--- Extracted information Enclosed Below ---

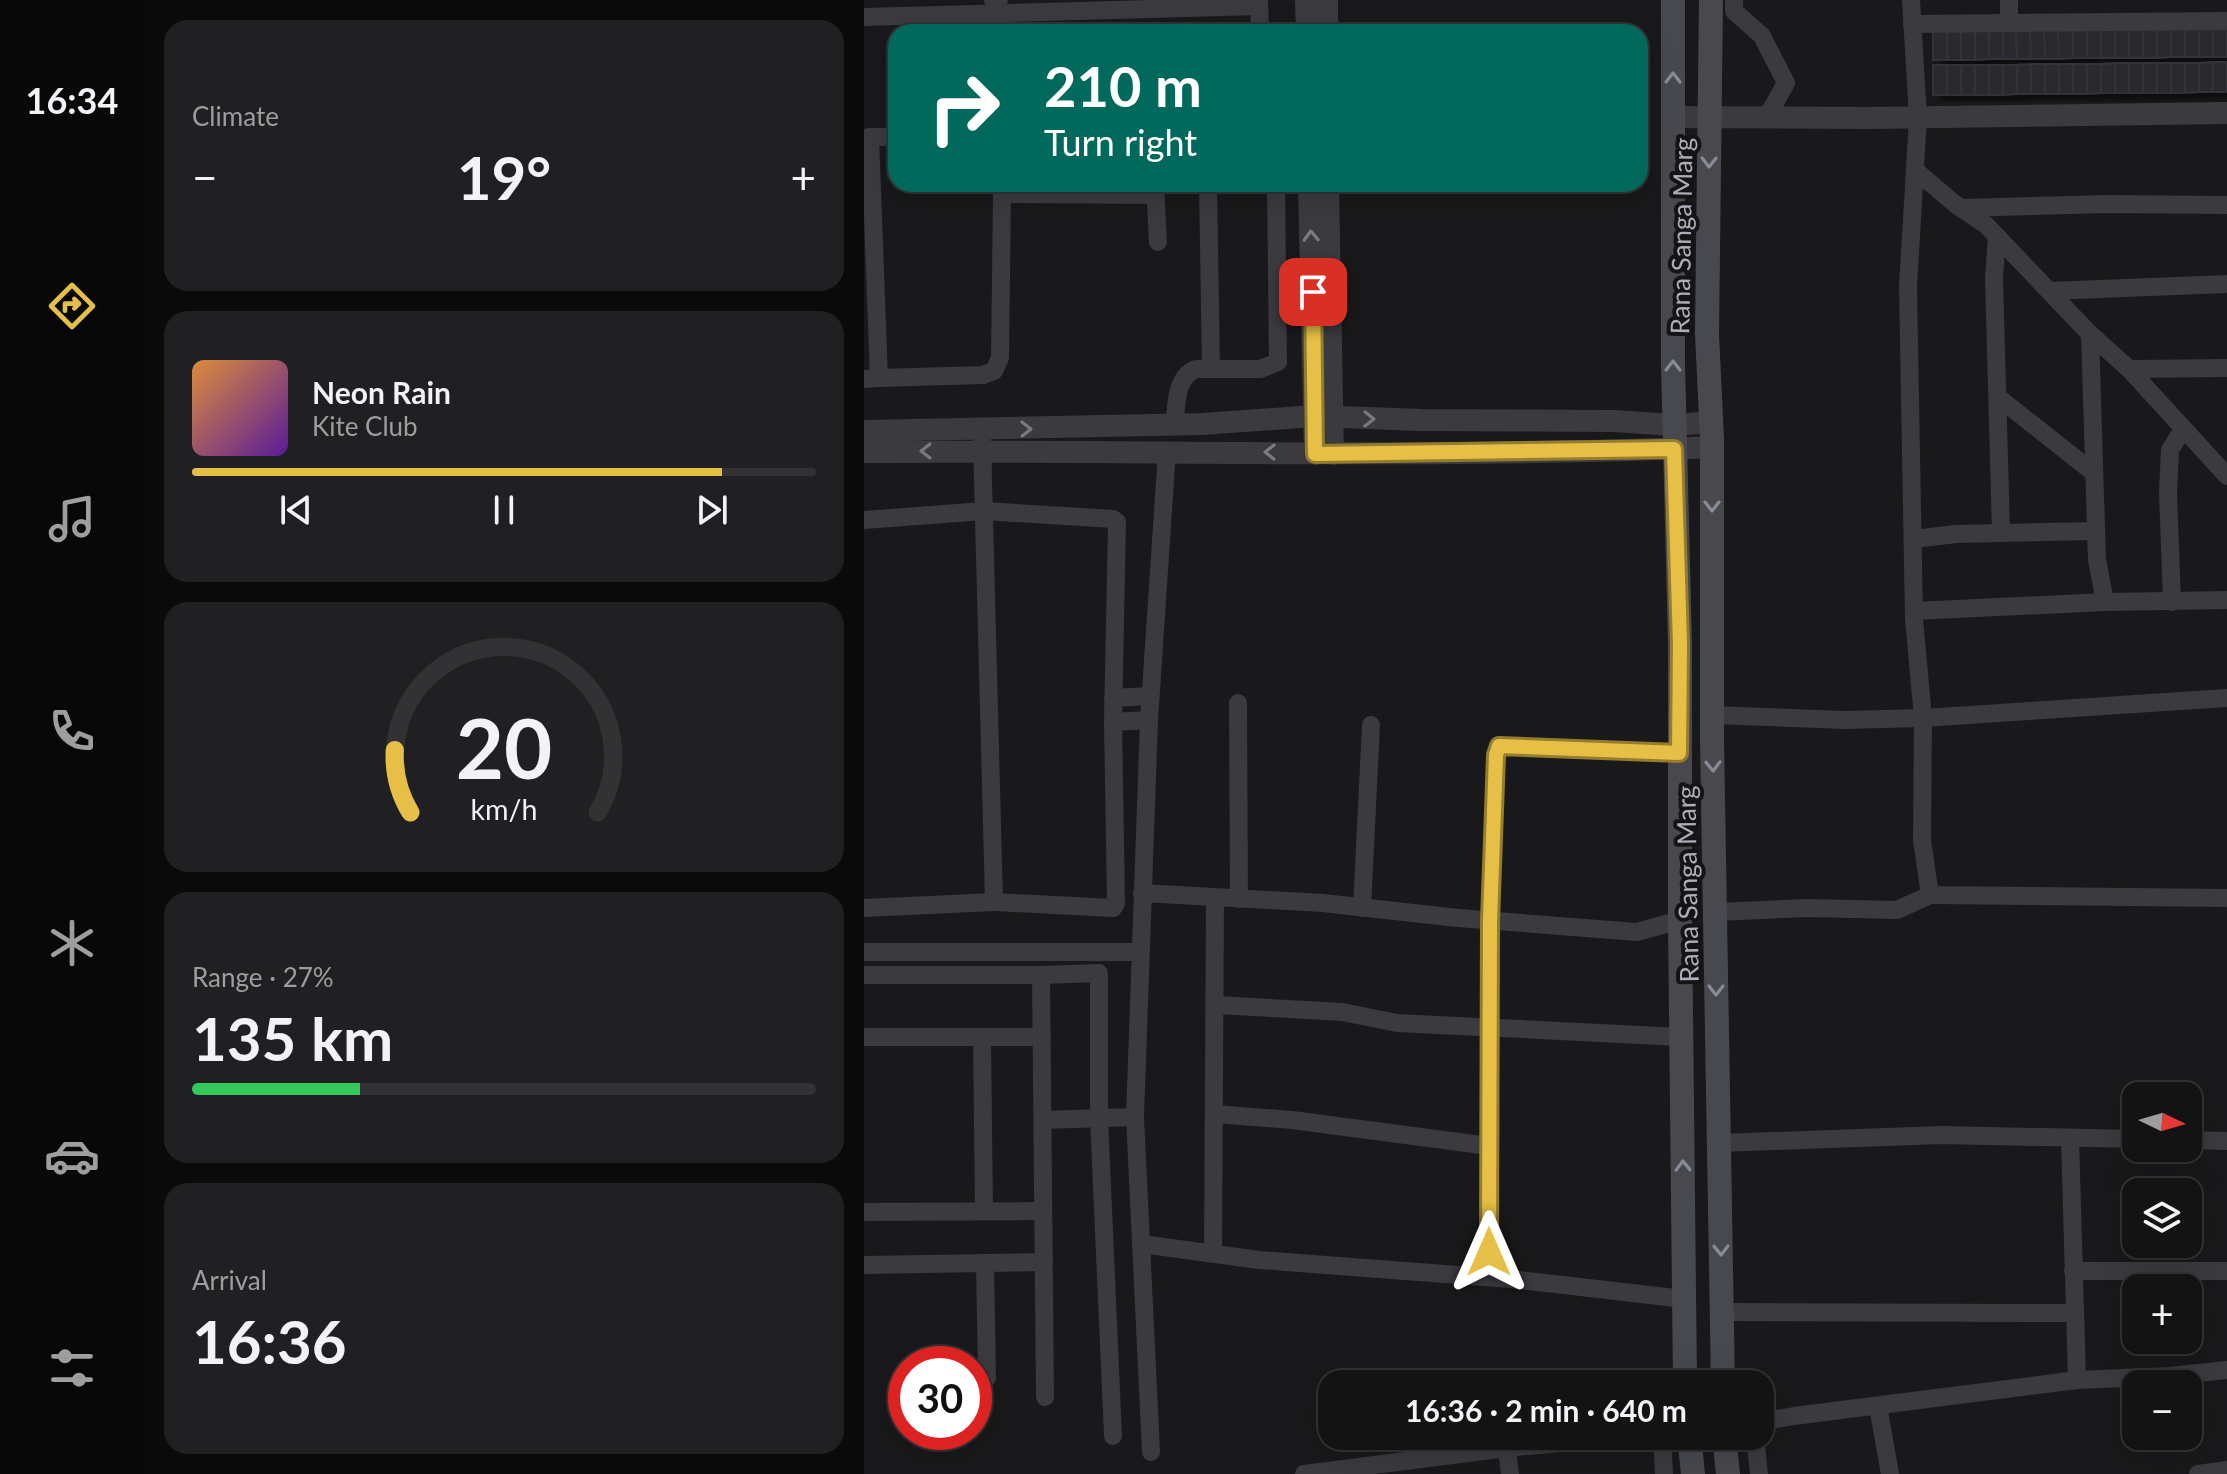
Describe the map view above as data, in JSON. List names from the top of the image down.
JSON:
{
  "streets": {
    "main road": ["Rana Sanga Marg"]
  },
  "north": "right",
  "page": {
    "tabs": "16:34",
    "tile": [
      "Climate",
      ["Range · 27%", "135 km"],
      ["Arrival", "16:36"]
    ],
    "turn": ["210 m", "Turn right"],
    "heat": ["−", "19°", "+"],
    "song": ["Neon Rain", "Kite Club"],
    "map_buttons": ["+", "−"],
    "limit": "30",
    "trip": "16:36 · 2 min · 640 m",
    "gauge": ["20", "km/h"]
  }
}
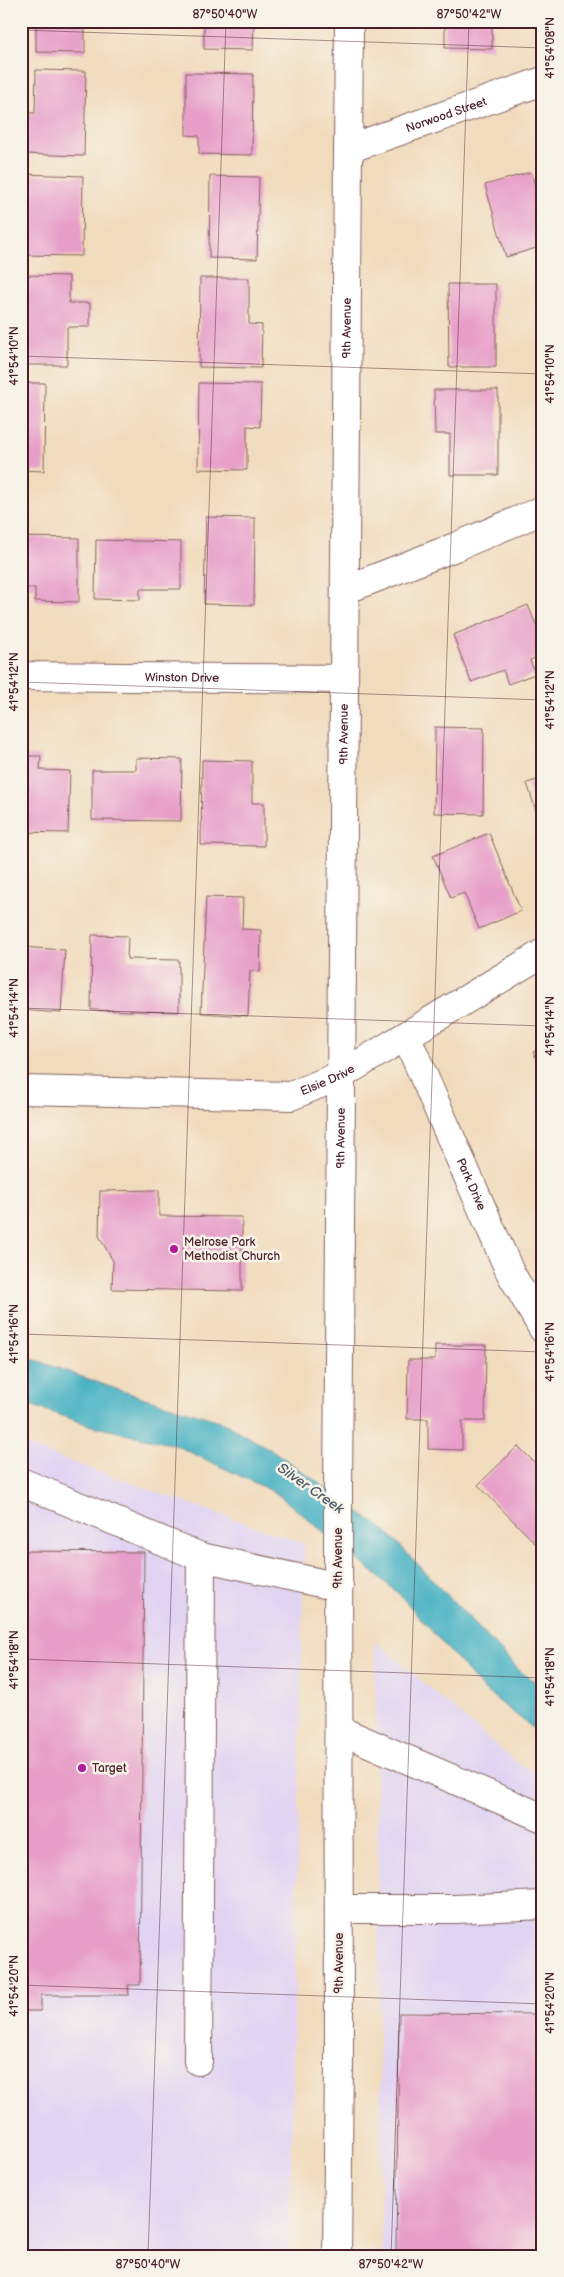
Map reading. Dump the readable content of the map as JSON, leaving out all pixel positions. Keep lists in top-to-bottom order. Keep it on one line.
{"streets":{"street":["Norwood Street","9th Avenue","Winston Drive","Elsie Drive","Park Drive"]},"crossings":[["Norwood Street","9th Avenue"],["9th Avenue","Winston Drive"],["9th Avenue","Elsie Drive"],["Elsie Drive","Park Drive"]],"water":["Silver Creek"],"places":["Melrose Park Methodist Church","Target"],"coordinates":["87°50'40\"W","87°50'42\"W","41°54'08\"N","41°54'10\"N","41°54'12\"N","41°54'14\"N","41°54'16\"N","41°54'18\"N","41°54'20\"N"]}
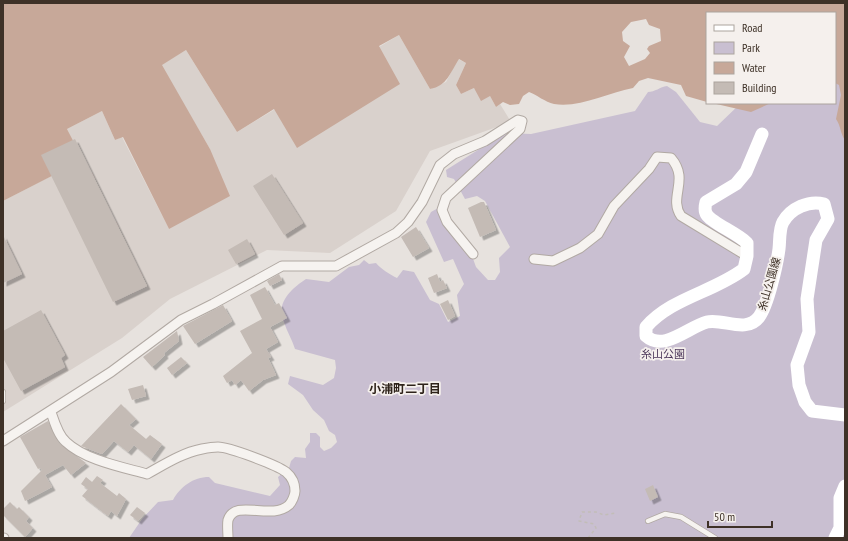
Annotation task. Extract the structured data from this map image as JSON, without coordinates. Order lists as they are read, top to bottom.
{
  "streets": {
    "main road": ["糸山公園線"]
  },
  "districts": ["小浦町二丁目"],
  "parks": ["糸山公園"],
  "legend": [
    "Road",
    "Park",
    "Water",
    "Building"
  ],
  "scale_bar": "50 m"
}
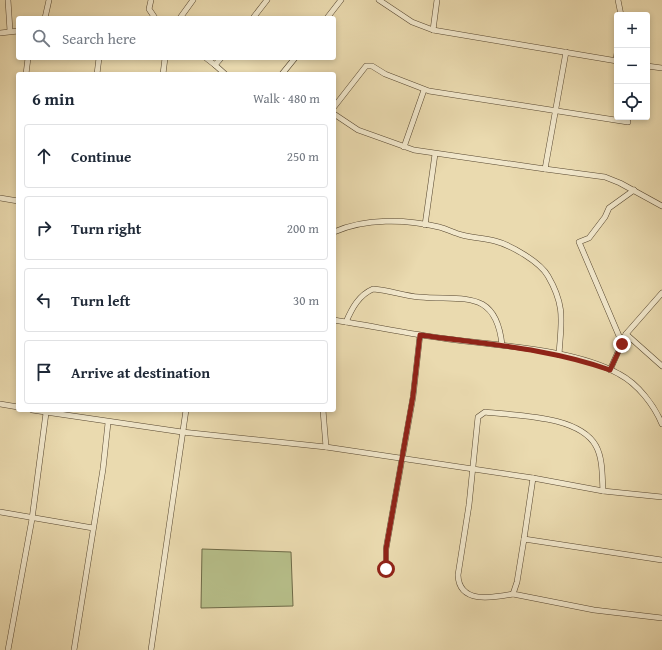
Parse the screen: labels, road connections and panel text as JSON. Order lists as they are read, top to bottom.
{
  "page": {
    "map_buttons": ["+", "−"],
    "search": "Search here",
    "heading": ["6 min", "Walk · 480 m"],
    "list": [
      ["Continue", "250 m"],
      ["Turn right", "200 m"],
      ["Turn left", "30 m"],
      "Arrive at destination"
    ]
  }
}
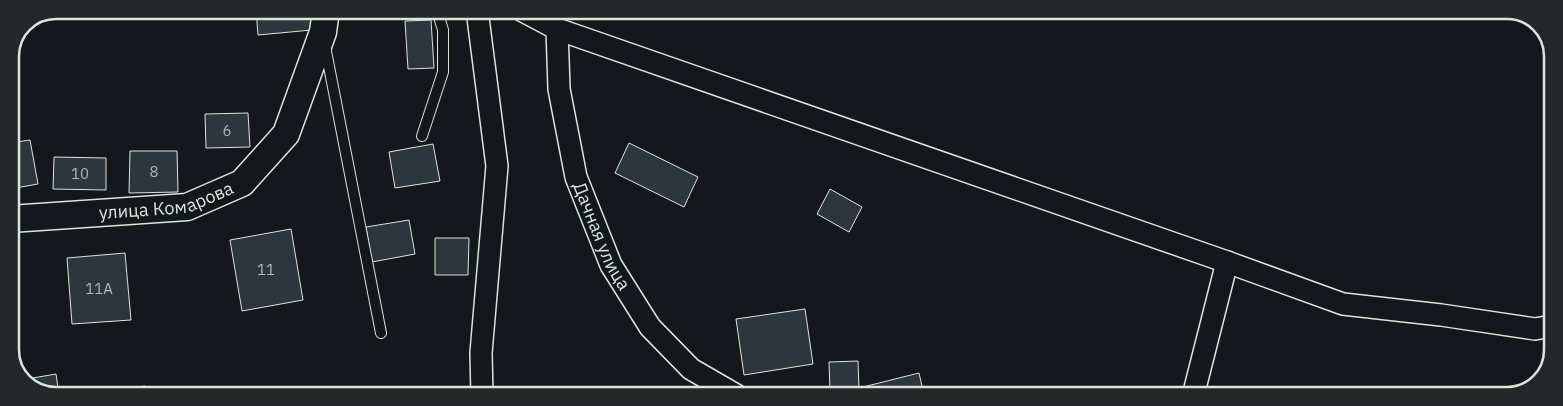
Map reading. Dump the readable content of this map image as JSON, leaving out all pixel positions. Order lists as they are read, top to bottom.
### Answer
{
  "streets": {
    "street": ["улица Комарова", "Дачная улица"]
  },
  "house_numbers": [
    "6",
    "8",
    "10",
    "11",
    "11А"
  ]
}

--- End of Enclosed Extracted information ---

When you repeat the records, reproduce each line exactly and drop the images.

▶ [Exercise output]:
Describe the map view above as data, in JSON. List names from the top of the image down.
JSON:
{
  "streets": {
    "main road": ["Rana Sanga Marg"]
  },
  "north": "right",
  "page": {
    "tabs": "16:34",
    "tile": [
      "Climate",
      ["Range · 27%", "135 km"],
      ["Arrival", "16:36"]
    ],
    "turn": ["210 m", "Turn right"],
    "heat": ["−", "19°", "+"],
    "song": ["Neon Rain", "Kite Club"],
    "map_buttons": ["+", "−"],
    "limit": "30",
    "trip": "16:36 · 2 min · 640 m",
    "gauge": ["20", "km/h"]
  }
}
Map reading. Dump the readable content of the map as JSON, leaving out all pixel positions. Keep lists in top-to-bottom order. Keep it on one line.
{"streets":{"street":["Norwood Street","9th Avenue","Winston Drive","Elsie Drive","Park Drive"]},"crossings":[["Norwood Street","9th Avenue"],["9th Avenue","Winston Drive"],["9th Avenue","Elsie Drive"],["Elsie Drive","Park Drive"]],"water":["Silver Creek"],"places":["Melrose Park Methodist Church","Target"],"coordinates":["87°50'40\"W","87°50'42\"W","41°54'08\"N","41°54'10\"N","41°54'12\"N","41°54'14\"N","41°54'16\"N","41°54'18\"N","41°54'20\"N"]}
Annotation task. Extract the structured data from this map image as JSON, without coordinates. Order lists as they are read, top to bottom.
{
  "streets": {
    "main road": ["糸山公園線"]
  },
  "districts": ["小浦町二丁目"],
  "parks": ["糸山公園"],
  "legend": [
    "Road",
    "Park",
    "Water",
    "Building"
  ],
  "scale_bar": "50 m"
}
Parse the screen: labels, road connections and panel text as JSON. Order lists as they are read, top to bottom.
{
  "page": {
    "map_buttons": ["+", "−"],
    "search": "Search here",
    "heading": ["6 min", "Walk · 480 m"],
    "list": [
      ["Continue", "250 m"],
      ["Turn right", "200 m"],
      ["Turn left", "30 m"],
      "Arrive at destination"
    ]
  }
}
Map reading. Dump the readable content of this map image as JSON, leaving out all pixel positions. Order lists as they are read, top to bottom.
### Answer
{
  "streets": {
    "street": ["улица Комарова", "Дачная улица"]
  },
  "house_numbers": [
    "6",
    "8",
    "10",
    "11",
    "11А"
  ]
}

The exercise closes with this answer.